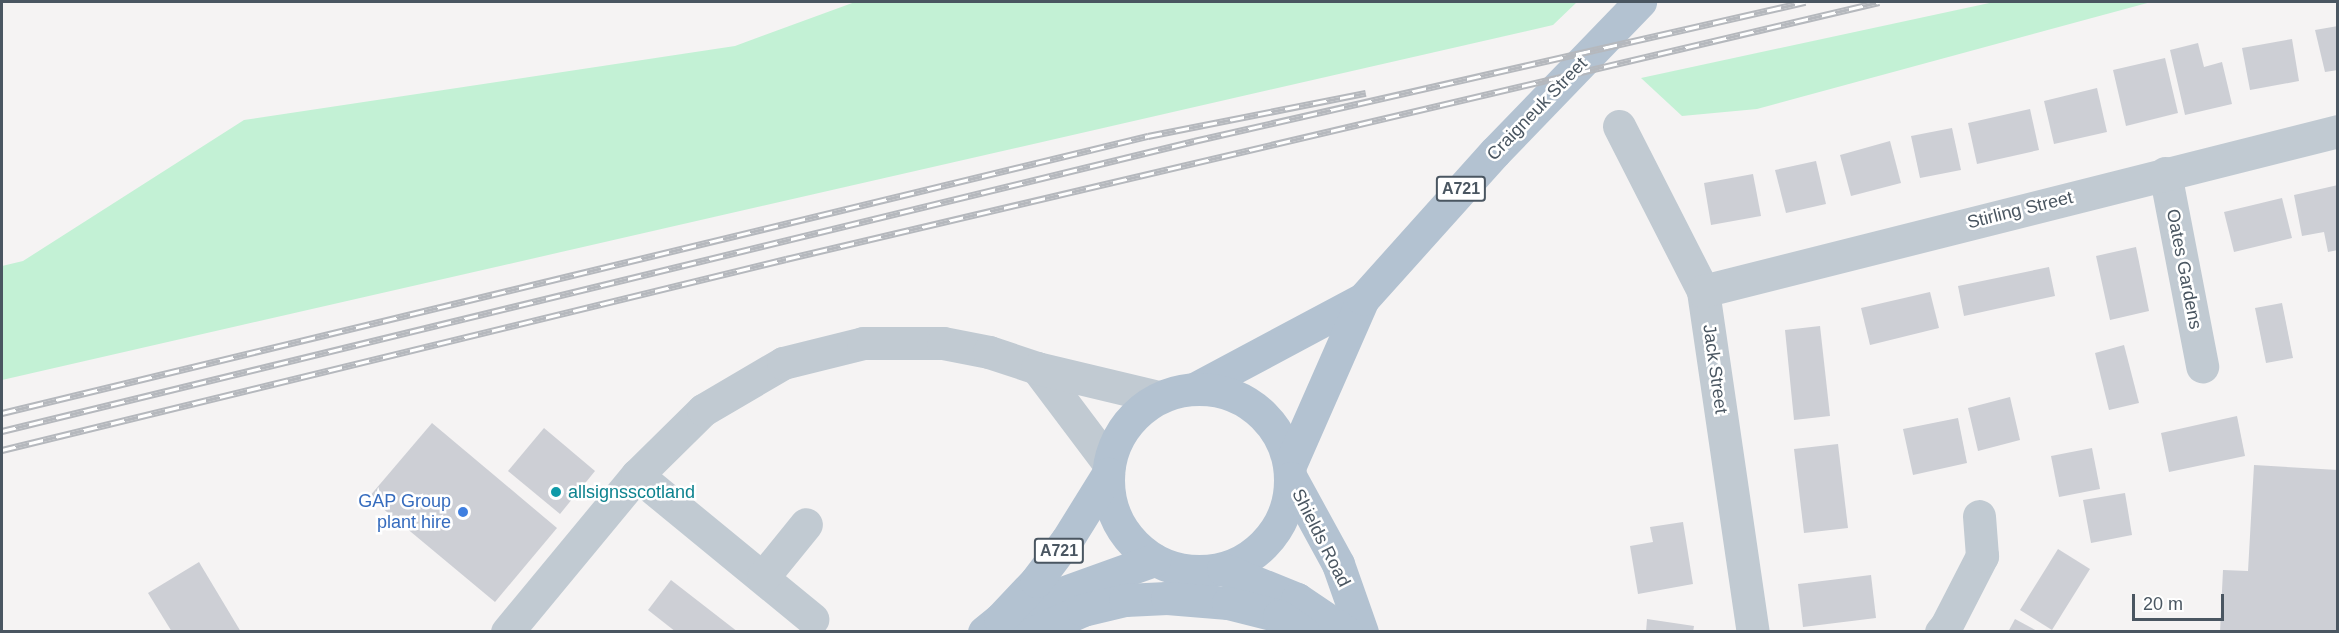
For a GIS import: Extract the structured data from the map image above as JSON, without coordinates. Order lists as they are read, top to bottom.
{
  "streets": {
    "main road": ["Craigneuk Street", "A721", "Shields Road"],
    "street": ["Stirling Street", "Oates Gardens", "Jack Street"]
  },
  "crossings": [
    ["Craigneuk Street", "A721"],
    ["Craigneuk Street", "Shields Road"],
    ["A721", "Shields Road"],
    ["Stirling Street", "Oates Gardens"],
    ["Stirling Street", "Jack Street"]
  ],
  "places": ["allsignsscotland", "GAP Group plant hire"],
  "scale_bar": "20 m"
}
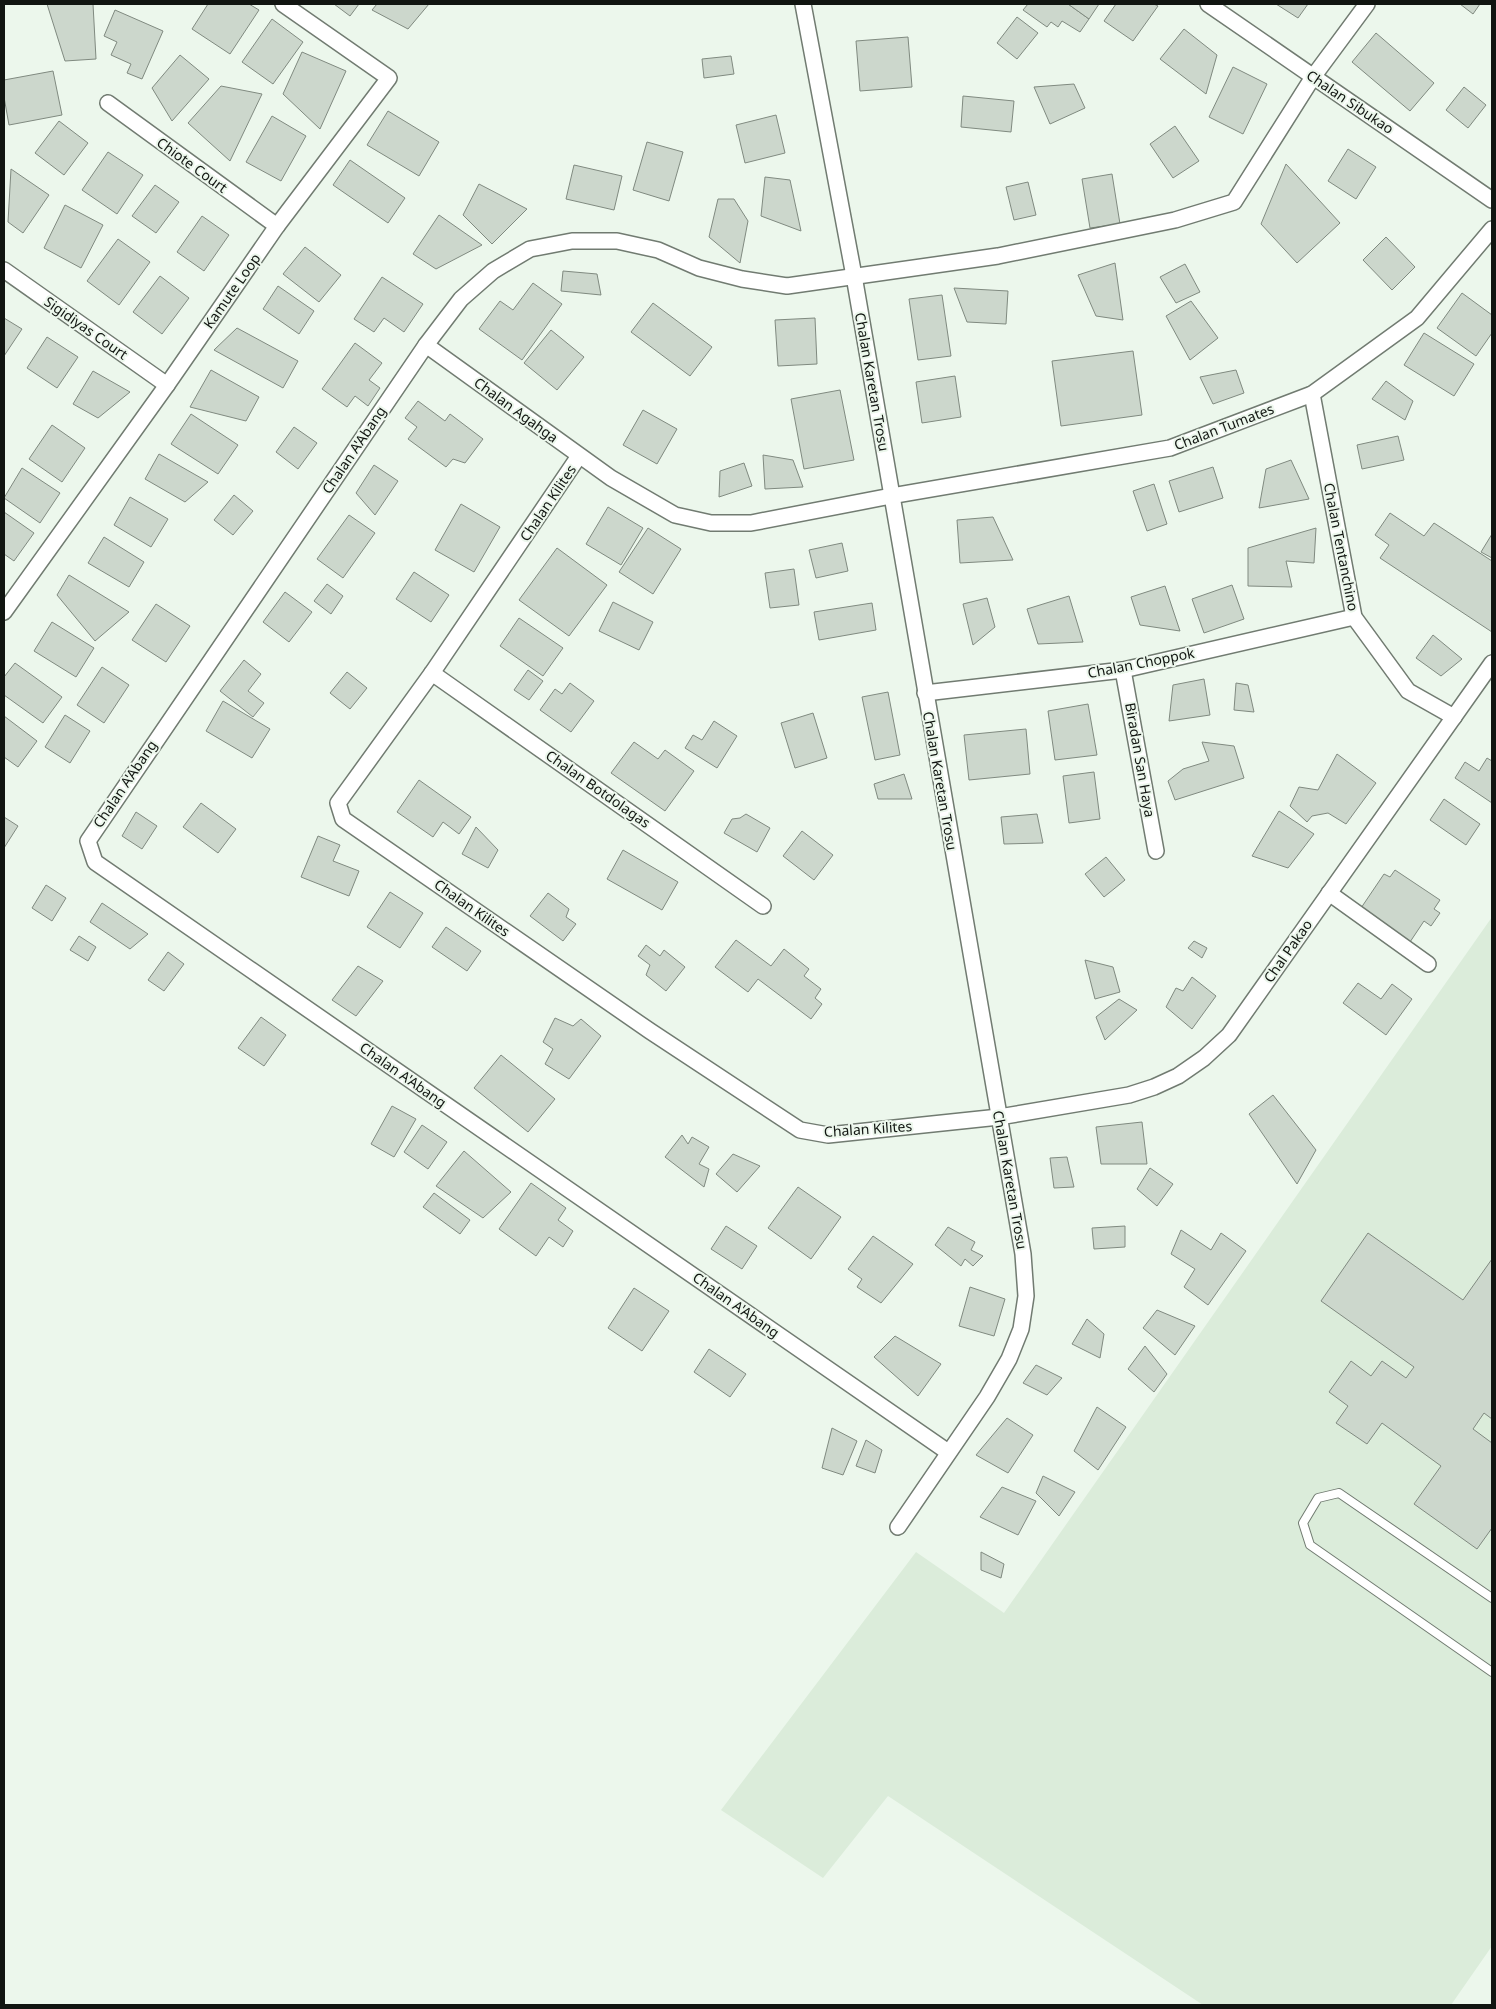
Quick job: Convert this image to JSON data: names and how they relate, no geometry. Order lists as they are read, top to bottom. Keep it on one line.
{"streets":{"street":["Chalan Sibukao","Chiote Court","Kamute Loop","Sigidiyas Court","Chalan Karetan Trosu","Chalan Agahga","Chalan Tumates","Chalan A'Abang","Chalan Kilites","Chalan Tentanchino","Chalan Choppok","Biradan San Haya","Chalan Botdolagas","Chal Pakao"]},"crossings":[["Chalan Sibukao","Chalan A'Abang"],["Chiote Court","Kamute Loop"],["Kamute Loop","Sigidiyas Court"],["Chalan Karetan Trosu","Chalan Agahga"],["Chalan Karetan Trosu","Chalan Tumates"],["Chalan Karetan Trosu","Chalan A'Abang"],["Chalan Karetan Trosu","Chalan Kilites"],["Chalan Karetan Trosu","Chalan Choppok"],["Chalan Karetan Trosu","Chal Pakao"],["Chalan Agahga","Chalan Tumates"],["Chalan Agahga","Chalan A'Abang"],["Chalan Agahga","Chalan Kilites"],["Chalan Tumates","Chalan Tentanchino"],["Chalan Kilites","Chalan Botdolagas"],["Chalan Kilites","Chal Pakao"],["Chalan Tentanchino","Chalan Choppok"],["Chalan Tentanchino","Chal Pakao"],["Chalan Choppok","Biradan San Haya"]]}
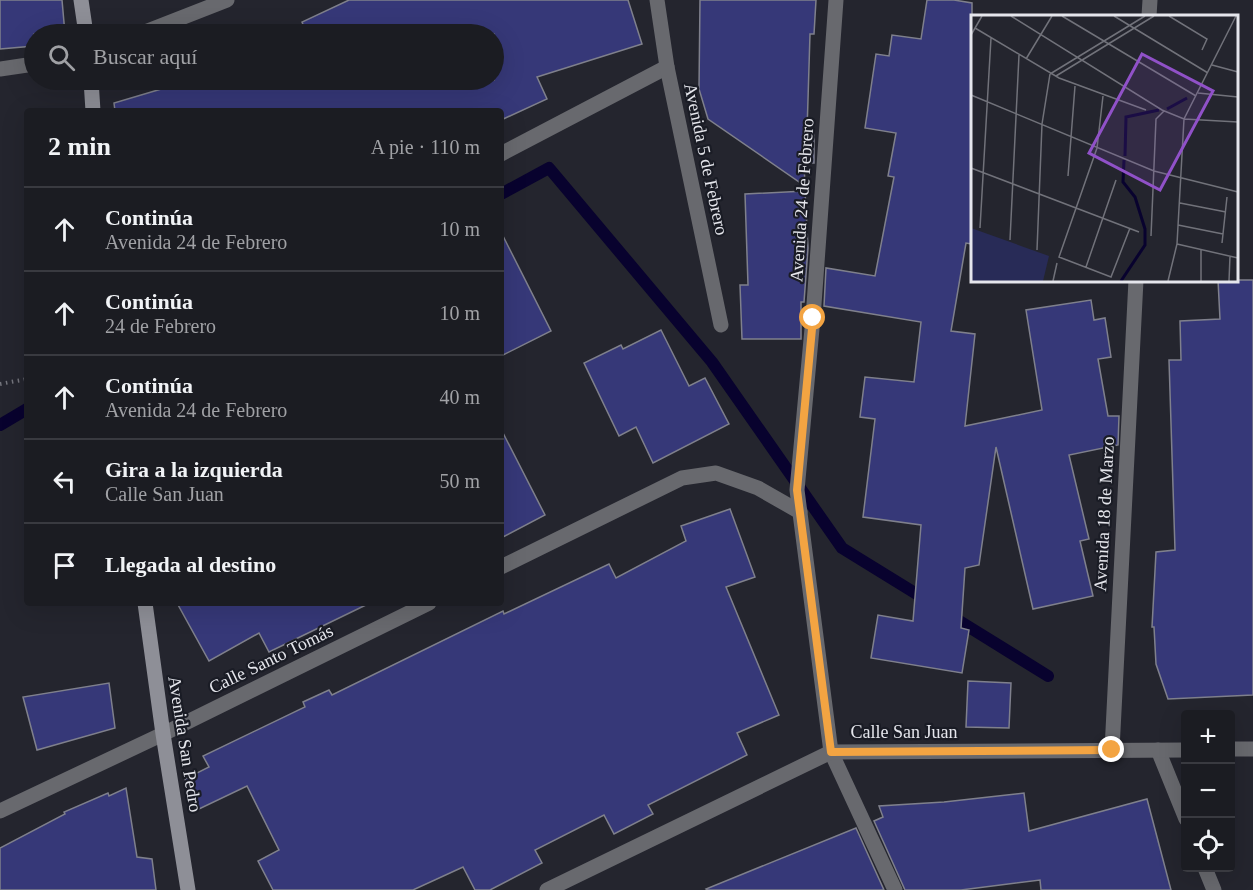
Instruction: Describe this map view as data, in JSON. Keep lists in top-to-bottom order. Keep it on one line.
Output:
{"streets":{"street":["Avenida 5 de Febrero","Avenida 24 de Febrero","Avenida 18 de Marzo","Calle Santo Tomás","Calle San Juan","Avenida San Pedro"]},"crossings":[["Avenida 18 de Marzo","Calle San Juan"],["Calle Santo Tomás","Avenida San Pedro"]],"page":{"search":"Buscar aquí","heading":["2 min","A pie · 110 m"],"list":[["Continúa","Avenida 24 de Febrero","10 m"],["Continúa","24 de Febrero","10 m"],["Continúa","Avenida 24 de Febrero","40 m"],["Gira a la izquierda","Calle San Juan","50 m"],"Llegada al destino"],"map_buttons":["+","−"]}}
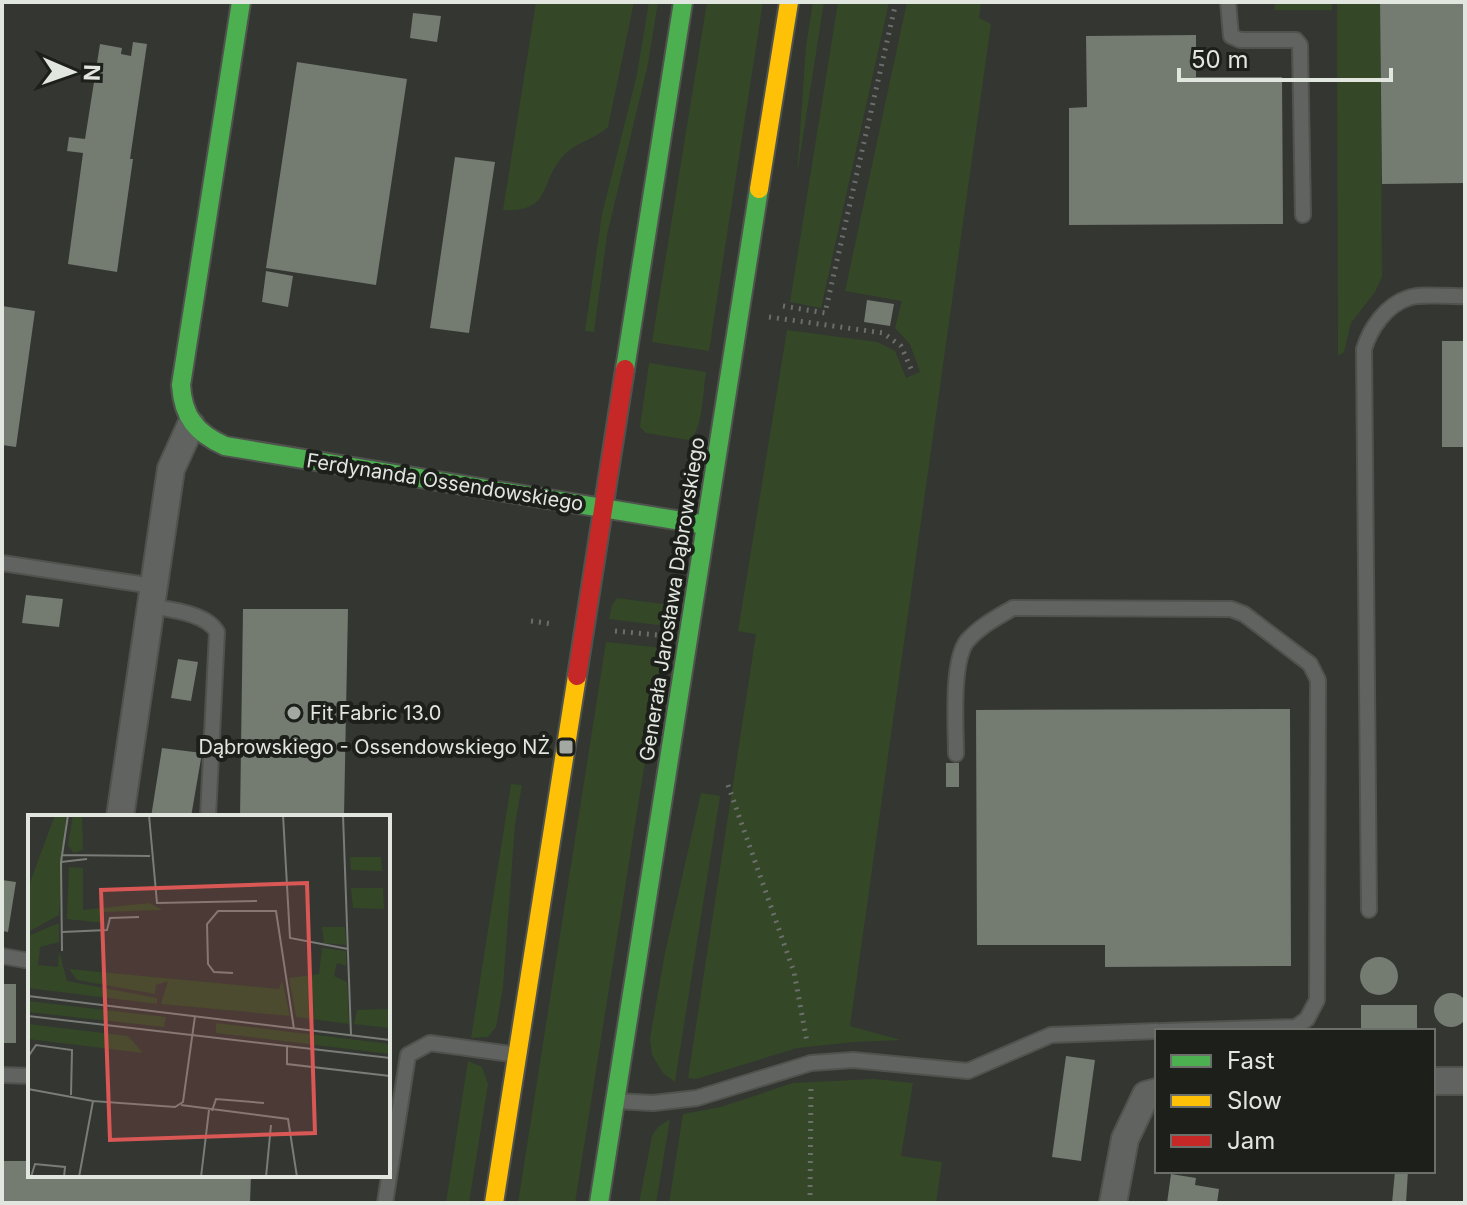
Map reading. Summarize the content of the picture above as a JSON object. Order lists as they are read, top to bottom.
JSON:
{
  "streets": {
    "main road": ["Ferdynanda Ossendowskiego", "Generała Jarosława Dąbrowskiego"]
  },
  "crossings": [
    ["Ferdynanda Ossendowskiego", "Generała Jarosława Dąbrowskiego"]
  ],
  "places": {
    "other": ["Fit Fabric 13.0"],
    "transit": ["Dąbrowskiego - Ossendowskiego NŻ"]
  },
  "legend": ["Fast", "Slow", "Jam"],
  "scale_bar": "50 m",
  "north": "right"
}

=-=-=

__Work to complete__
Set down the material exactly, every line of it, except for the pictures.

__Response for this exercise__
For a GIS import: Extract the structured data from the map image above as JSON, without coordinates. Order lists as they are read, top to bottom.
{
  "streets": {
    "main road": ["Craigneuk Street", "A721", "Shields Road"],
    "street": ["Stirling Street", "Oates Gardens", "Jack Street"]
  },
  "crossings": [
    ["Craigneuk Street", "A721"],
    ["Craigneuk Street", "Shields Road"],
    ["A721", "Shields Road"],
    ["Stirling Street", "Oates Gardens"],
    ["Stirling Street", "Jack Street"]
  ],
  "places": ["allsignsscotland", "GAP Group plant hire"],
  "scale_bar": "20 m"
}
Quick job: Convert this image to JSON data: names and how they relate, no geometry. Order lists as they are read, top to bottom. Keep it on one line.
{"streets":{"street":["Chalan Sibukao","Chiote Court","Kamute Loop","Sigidiyas Court","Chalan Karetan Trosu","Chalan Agahga","Chalan Tumates","Chalan A'Abang","Chalan Kilites","Chalan Tentanchino","Chalan Choppok","Biradan San Haya","Chalan Botdolagas","Chal Pakao"]},"crossings":[["Chalan Sibukao","Chalan A'Abang"],["Chiote Court","Kamute Loop"],["Kamute Loop","Sigidiyas Court"],["Chalan Karetan Trosu","Chalan Agahga"],["Chalan Karetan Trosu","Chalan Tumates"],["Chalan Karetan Trosu","Chalan A'Abang"],["Chalan Karetan Trosu","Chalan Kilites"],["Chalan Karetan Trosu","Chalan Choppok"],["Chalan Karetan Trosu","Chal Pakao"],["Chalan Agahga","Chalan Tumates"],["Chalan Agahga","Chalan A'Abang"],["Chalan Agahga","Chalan Kilites"],["Chalan Tumates","Chalan Tentanchino"],["Chalan Kilites","Chalan Botdolagas"],["Chalan Kilites","Chal Pakao"],["Chalan Tentanchino","Chalan Choppok"],["Chalan Tentanchino","Chal Pakao"],["Chalan Choppok","Biradan San Haya"]]}
Instruction: Describe this map view as data, in JSON. Keep lists in top-to-bottom order. Keep it on one line.
Output:
{"streets":{"street":["Avenida 5 de Febrero","Avenida 24 de Febrero","Avenida 18 de Marzo","Calle Santo Tomás","Calle San Juan","Avenida San Pedro"]},"crossings":[["Avenida 18 de Marzo","Calle San Juan"],["Calle Santo Tomás","Avenida San Pedro"]],"page":{"search":"Buscar aquí","heading":["2 min","A pie · 110 m"],"list":[["Continúa","Avenida 24 de Febrero","10 m"],["Continúa","24 de Febrero","10 m"],["Continúa","Avenida 24 de Febrero","40 m"],["Gira a la izquierda","Calle San Juan","50 m"],"Llegada al destino"],"map_buttons":["+","−"]}}
Map reading. Summarize the content of the picture above as a JSON object. Order lists as they are read, top to bottom.
JSON:
{
  "streets": {
    "main road": ["Ferdynanda Ossendowskiego", "Generała Jarosława Dąbrowskiego"]
  },
  "crossings": [
    ["Ferdynanda Ossendowskiego", "Generała Jarosława Dąbrowskiego"]
  ],
  "places": {
    "other": ["Fit Fabric 13.0"],
    "transit": ["Dąbrowskiego - Ossendowskiego NŻ"]
  },
  "legend": ["Fast", "Slow", "Jam"],
  "scale_bar": "50 m",
  "north": "right"
}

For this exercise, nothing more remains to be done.